Depuis hier et aujourd’hui au cours de la journée, les médias diffusent la version, soutenue par des déclarations du père Alejandro Solalinde [1] (qui se présente comme membre du clergé, prêtre, curé ou ce genre de choses, chrétien, catholique, apostolique et romain), d’un prétendu rapprochement entre l’EZLN et monsieur Andrés Manuel López Obrador. Ils insinuent que « l’EZLN a accepté d’avoir le premier dialogue » (mots exacts de monsieur Solalinde).

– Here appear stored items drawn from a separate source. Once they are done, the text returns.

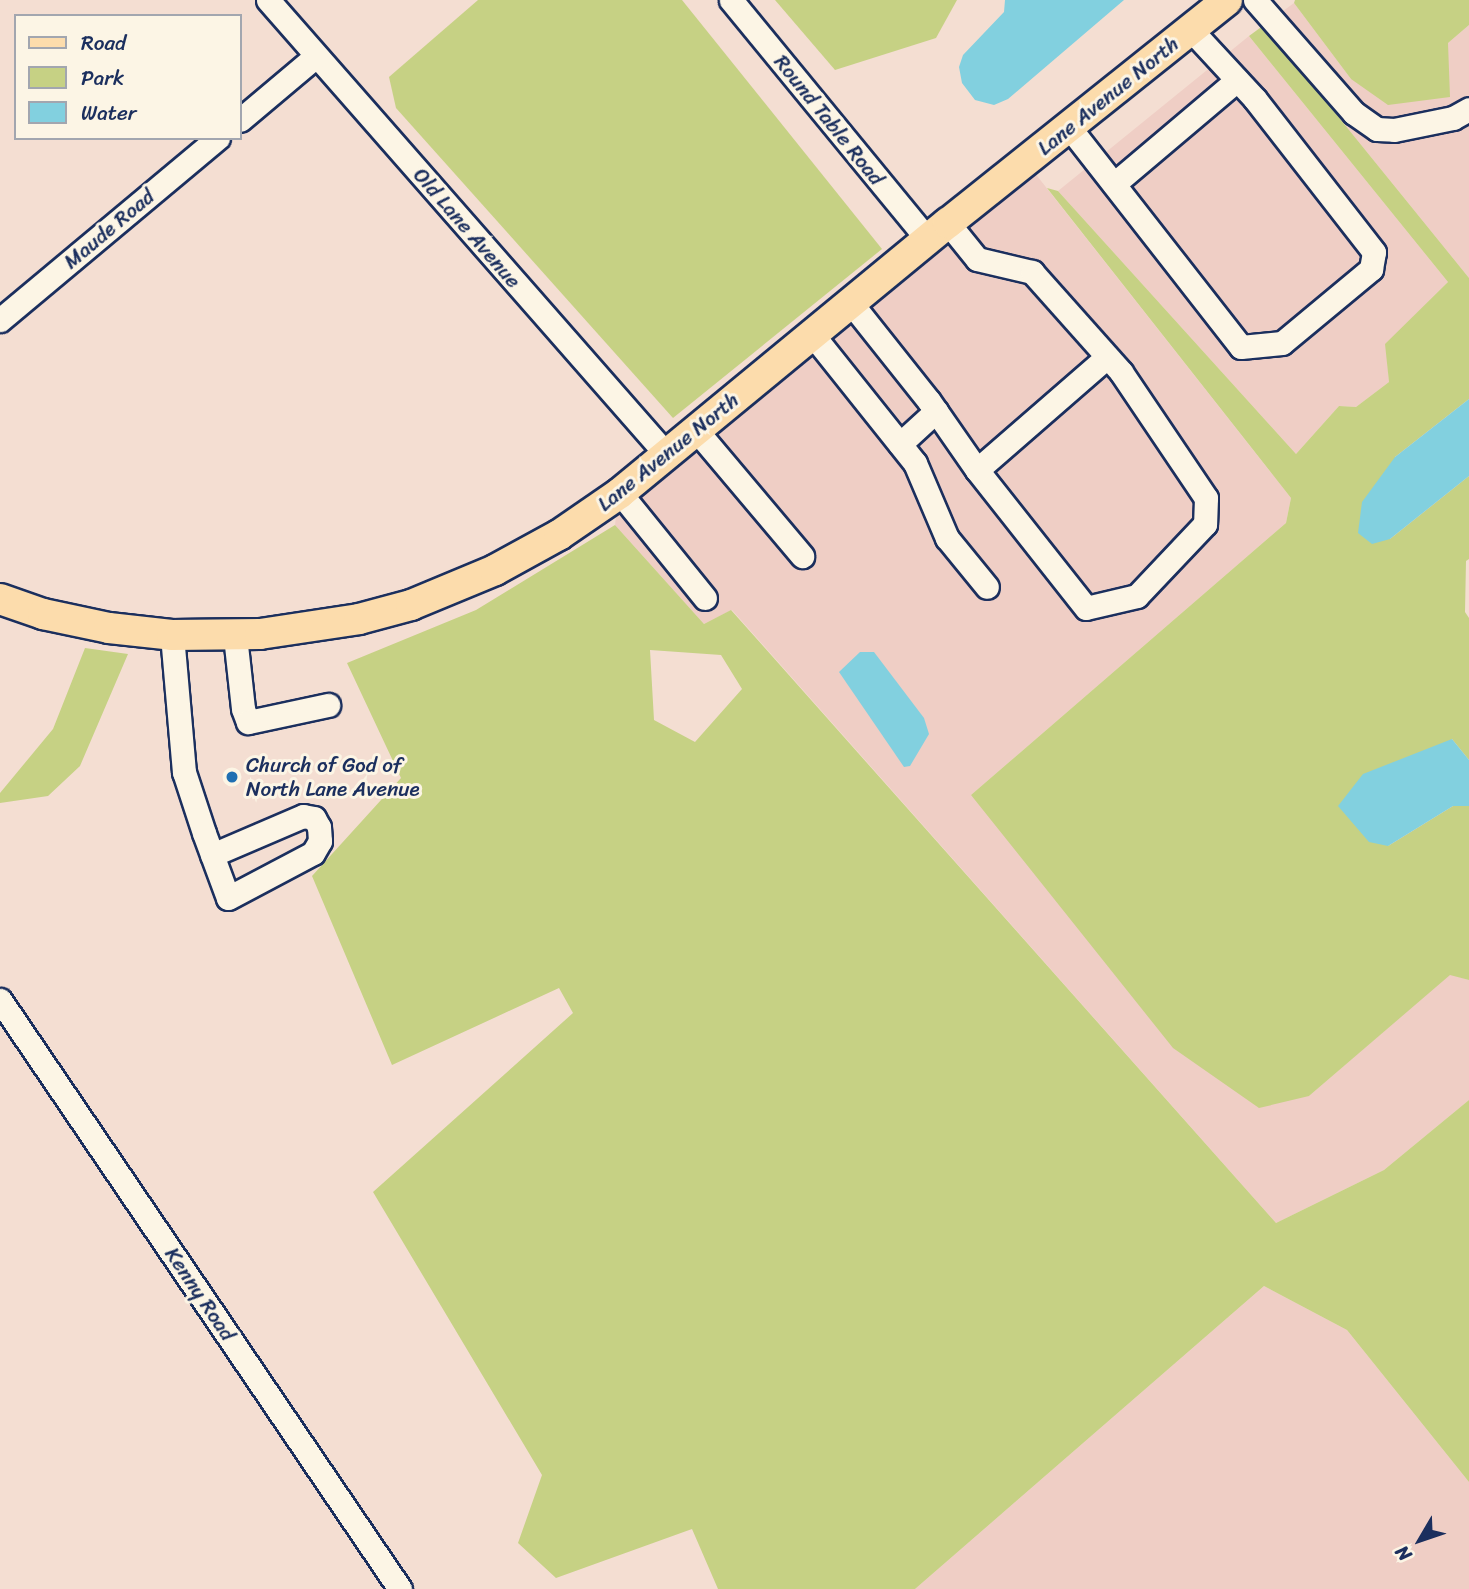 <!DOCTYPE html>
<style>
body{margin:0}
#map{position:relative;width:1469px;height:1589px;overflow:hidden;background:#f4ded2;font-family:Sriracha,sans-serif}
div>[style]{position:absolute}
[style*='--x']{left:calc(var(--x)*1px);top:calc(var(--y)*1px);width:calc(var(--w)*1px);rotate:calc(var(--a)*1deg)}
.built>*{inset:0;background:#efcec5}
.green>*{inset:0;background:#c6d184}
.water>*{inset:0;background:#82d0df}
.roads{filter:drop-shadow(2px 0 #1b2f5e) drop-shadow(-2px 0 #1b2f5e) drop-shadow(0 2px #1b2f5e) drop-shadow(0 -2px #1b2f5e)}
.minor>*{height:23px;margin:-11.5px;padding:0 11.5px;transform-origin:11.5px;border-radius:11.5px;background:#fcf5e5}
.major>*{height:30px;margin:-15px;padding:0 15px;transform-origin:15px;border-radius:15px;background:#fcdcac}
.dots>*{width:19px;height:19px;translate:-50% -50%;box-sizing:border-box;border:4px solid #fcf5e5;border-radius:50%}
span{translate:-50% -50%;white-space:nowrap;text-align:center;line-height:1.15;-webkit-text-stroke:6px #fcf5e5;paint-order:stroke}
.street-label{font-size:21px;color:#1b2f5e}
.poi-label{font-size:21px;color:#1b2f5e}
.left{translate:0 -50%;text-align:left}
.legend{position:absolute;left:14px;top:14px;width:228px;height:126px;box-sizing:border-box;background:#fcf5e5;border:2px solid #a2a6af;margin:0;padding:9px 12px;list-style:none;font-size:21px;color:#1b2f5e}
.legend li{display:flex;align-items:center;gap:14px;height:35px}
.legend b{width:35px;border:2px solid #a2a6af}
.north{position:absolute;left:1385px;top:1505px;width:70px;height:70px;-webkit-text-stroke:5px #fcf5e5;paint-order:stroke;rotate:231deg;font-size:19px;font-weight:700;line-height:28px;text-align:center;color:#1b2f5e}
.north::after{content:'';display:block;margin:auto;width:24px;height:32px;background:#1b2f5e;clip-path:polygon(50% 0,100% 100%,50% 72%,0 100%)}
</style>
<div id="map">
<div class="built">
<div style="clip-path:polygon(1294px 3px,1351px 79px,1448px 43px,1469px 25px,1469px 278px,1264px 25px)"></div>
<div style="clip-path:polygon(1249px 36px,1448px 282px,1386px 344px,1389px 382px,1356px 407px,1339px 406px,1296px 454px,1058px 191px)"></div>
<div style="clip-path:polygon(1034px 172px,1291px 498px,1286px 523px,971px 795px,1309px 1096px,1450px 974px,1469px 980px,1469px 1100px,1384px 1170px,1276px 1223px,732px 610px,704px 624px,615px 525px,617px 509px)"></div>
<div style="clip-path:polygon(1264px 1286px,1347px 1330px,1469px 1482px,1469px 1589px,915px 1589px)"></div>
</div>
<div class="green">
<div style="clip-path:polygon(478px 0,682px 0,882px 249px,673px 418px,396px 108px,389px 77px)"></div>
<div style="clip-path:polygon(775px 0,957px 0,936px 38px,835px 70px)"></div>
<div style="clip-path:polygon(1295px 0,1469px 0,1469px 25px,1448px 43px,1450px 97px,1388px 105px,1351px 79px,1294px 3px)"></div>
<div style="clip-path:polygon(1264px 25px,1469px 278px,1469px 399px,1395px 457px,1390px 539px,1469px 476px,1469px 559px,1466px 561px,1465px 612px,1469px 618px,1469px 760px,1452px 739px,1388px 846px,1453px 806px,1469px 806px,1469px 980px,1450px 975px,1309px 1096px,1259px 1108px,1173px 1048px,971px 795px,1286px 523px,1291px 498px,1047px 188px,1058px 191px,1296px 454px,1339px 406px,1356px 407px,1389px 382px,1385px 344px,1448px 282px,1249px 36px)"></div>
<div style="clip-path:polygon(evenodd,615px 525px,704px 624px,731px 610px,1276px 1223px,1384px 1170px,1469px 1100px,1469px 1482px,1347px 1330px,1264px 1286px,915px 1589px,718px 1589px,692px 1529px,556px 1578px,518px 1543px,542px 1475px,373px 1192px,573px 1013px,559px 988px,392px 1065px,312px 876px,401px 778px,347px 663px,476px 610px,615px 525px,650px 650px,721px 655px,742px 689px,695px 742px,654px 720px,650px 650px)"></div>
<div style="clip-path:polygon(85px 648px,128px 654px,80px 766px,48px 796px,0 803px,0 793px,53px 729px)"></div>
</div>
<div class="water">
<div style="clip-path:polygon(1005px 0,1124px 0,1008px 99px,994px 105px,975px 100px,962px 83px,959px 67px,963px 55px,1004px 12px)"></div>
<div style="clip-path:polygon(1469px 399px,1469px 476px,1390px 539px,1372px 544px,1358px 533px,1362px 502px,1395px 457px)"></div>
<div style="clip-path:polygon(860px 652px,874px 652px,924px 718px,929px 734px,910px 766px,904px 767px,839px 672px)"></div>
<div style="clip-path:polygon(1452px 739px,1469px 760px,1469px 806px,1453px 806px,1388px 846px,1369px 842px,1338px 806px,1363px 774px)"></div>
</div>
<div class="roads">
<div class="minor">
<div style="--x:268;--y:0;--w:605;--a:48.75"></div>
<div style="--x:731;--y:0;--w:310;--a:50.6"></div>
<div style="--x:1255;--y:0;--w:150;--a:48.8"></div>
<div style="--x:1354;--y:113;--w:28;--a:35"></div>
<div style="--x:1377;--y:129;--w:17;--a:3"></div>
<div style="--x:1394;--y:130;--w:60;--a:-11.5"></div>
<div style="--x:1453;--y:118;--w:18;--a:-29"></div>
<div style="--x:240;--y:120;--w:99;--a:-40.1"></div>
<div style="--x:1069;--y:127;--w:279;--a:52"></div>
<div style="--x:1241;--y:347;--w:41;--a:-5.6"></div>
<div style="--x:1282;--y:343;--w:116;--a:-39.7"></div>
<div style="--x:1371;--y:269;--w:17;--a:-80"></div>
<div style="--x:1374;--y:252;--w:194;--a:-127.9"></div>
<div style="--x:1255;--y:99;--w:94;--a:-132.8"></div>
<div style="--x:1114;--y:184;--w:161;--a:-40.2"></div>
<div style="--x:948;--y:223;--w:46;--a:51.1"></div>
<div style="--x:977;--y:259;--w:57;--a:13.3"></div>
<div style="--x:1032;--y:272;--w:134;--a:48.3"></div>
<div style="--x:1121;--y:372;--w:152;--a:56"></div>
<div style="--x:1206;--y:498;--w:26;--a:92"></div>
<div style="--x:1205;--y:524;--w:99;--a:133.4"></div>
<div style="--x:1137;--y:596;--w:52;--a:166.8"></div>
<div style="--x:1086;--y:608;--w:176;--a:-128.3"></div>
<div style="--x:851;--y:303;--w:125;--a:51.5"></div>
<div style="--x:929;--y:401;--w:84;--a:55.2"></div>
<div style="--x:977;--y:470;--w:172;--a:-41"></div>
<div style="--x:0;--y:320;--w:284;--a:-39.9"></div>
<div style="--x:812;--y:334;--w:165;--a:51.4"></div>
<div style="--x:915;--y:463;--w:82;--a:66.9"></div>
<div style="--x:947;--y:538;--w:63;--a:50.8"></div>
<div style="--x:696;--y:430;--w:165;--a:49.9"></div>
<div style="--x:900;--y:444;--w:49;--a:-42.5"></div>
<div style="--x:620;--y:493;--w:135;--a:51"></div>
<div style="--x:172;--y:635;--w:138;--a:85"></div>
<div style="--x:184;--y:772;--w:64;--a:71.8"></div>
<div style="--x:204;--y:833;--w:69;--a:69.7"></div>
<div style="--x:228;--y:898;--w:96;--a:-27.9"></div>
<div style="--x:313;--y:853;--w:14;--a:-60"></div>
<div style="--x:320;--y:841;--w:14;--a:-94"></div>
<div style="--x:319;--y:827;--w:10;--a:-119"></div>
<div style="--x:314;--y:818;--w:11;--a:-170"></div>
<div style="--x:303;--y:816;--w:99;--a:156.8"></div>
<div style="--x:235;--y:636;--w:73;--a:83.7"></div>
<div style="--x:243;--y:709;--w:14;--a:69"></div>
<div style="--x:248;--y:722;--w:82;--a:-12"></div>
<div style="--x:0;--y:1000;--w:712;--a:55.82"></div>
</div>
<div class="major">
<div style="--x:0;--y:599;--w:46;--a:19.2"></div>
<div style="--x:43;--y:614;--w:67;--a:12"></div>
<div style="--x:109;--y:628;--w:63;--a:6.3"></div>
<div style="--x:172;--y:635;--w:88;--a:-0.7"></div>
<div style="--x:260;--y:634;--w:100;--a:-8.6"></div>
<div style="--x:359;--y:619;--w:54;--a:-15.1"></div>
<div style="--x:411;--y:605;--w:91;--a:-22.6"></div>
<div style="--x:495;--y:570;--w:73;--a:-28.7"></div>
<div style="--x:559;--y:535;--w:74;--a:-34.5"></div>
<div style="--x:620;--y:493;--w:425;--a:-39.5"></div>
<div style="--x:948;--y:223;--w:357;--a:-38.6"></div>
</div>
</div>
<div class="dots">
<div style="left:232px;top:777px;background:#1f6fb2"></div>
</div>
<div class="street-label">
<span style="left:1108px;top:96px;rotate:-39deg">Lane Avenue North</span>
<span style="left:829px;top:120px;rotate:51deg">Round Table Road</span>
<span style="left:467px;top:228px;rotate:49deg">Old Lane Avenue</span>
<span style="left:109px;top:229px;rotate:-40deg">Maude Road</span>
<span style="left:668px;top:452px;rotate:-39deg">Lane Avenue North</span>
<span style="left:200px;top:1294px;rotate:56deg">Kenny Road</span>
</div>
<div class="poi-label">
<span class="left" style="left:246px;top:777px">Church of God of<br>North Lane Avenue</span>
</div>
<ul class="legend">
<li><b style="height:9px;background:#fcdcac"></b>Road</li>
<li><b style="height:19px;background:#c6d184"></b>Park</li>
<li><b style="height:19px;background:#82d0df"></b>Water</li>
</ul>
<div class="north">N</div>
</div>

À propos de ce mensonge, l’EZLN déclare :

Premièrement, le CCRI-CG de l’EZLN, direction politique, organisationnelle et militaire de l’EZLN, n’a accepté aucun premier dialogue avec personne. Comme le savent bien ceux qui connaissent un minimum l’EZLN et ses manières de fonctionner, un sujet tel que celui-ci aurait été communiqué de manière publique à l’avance.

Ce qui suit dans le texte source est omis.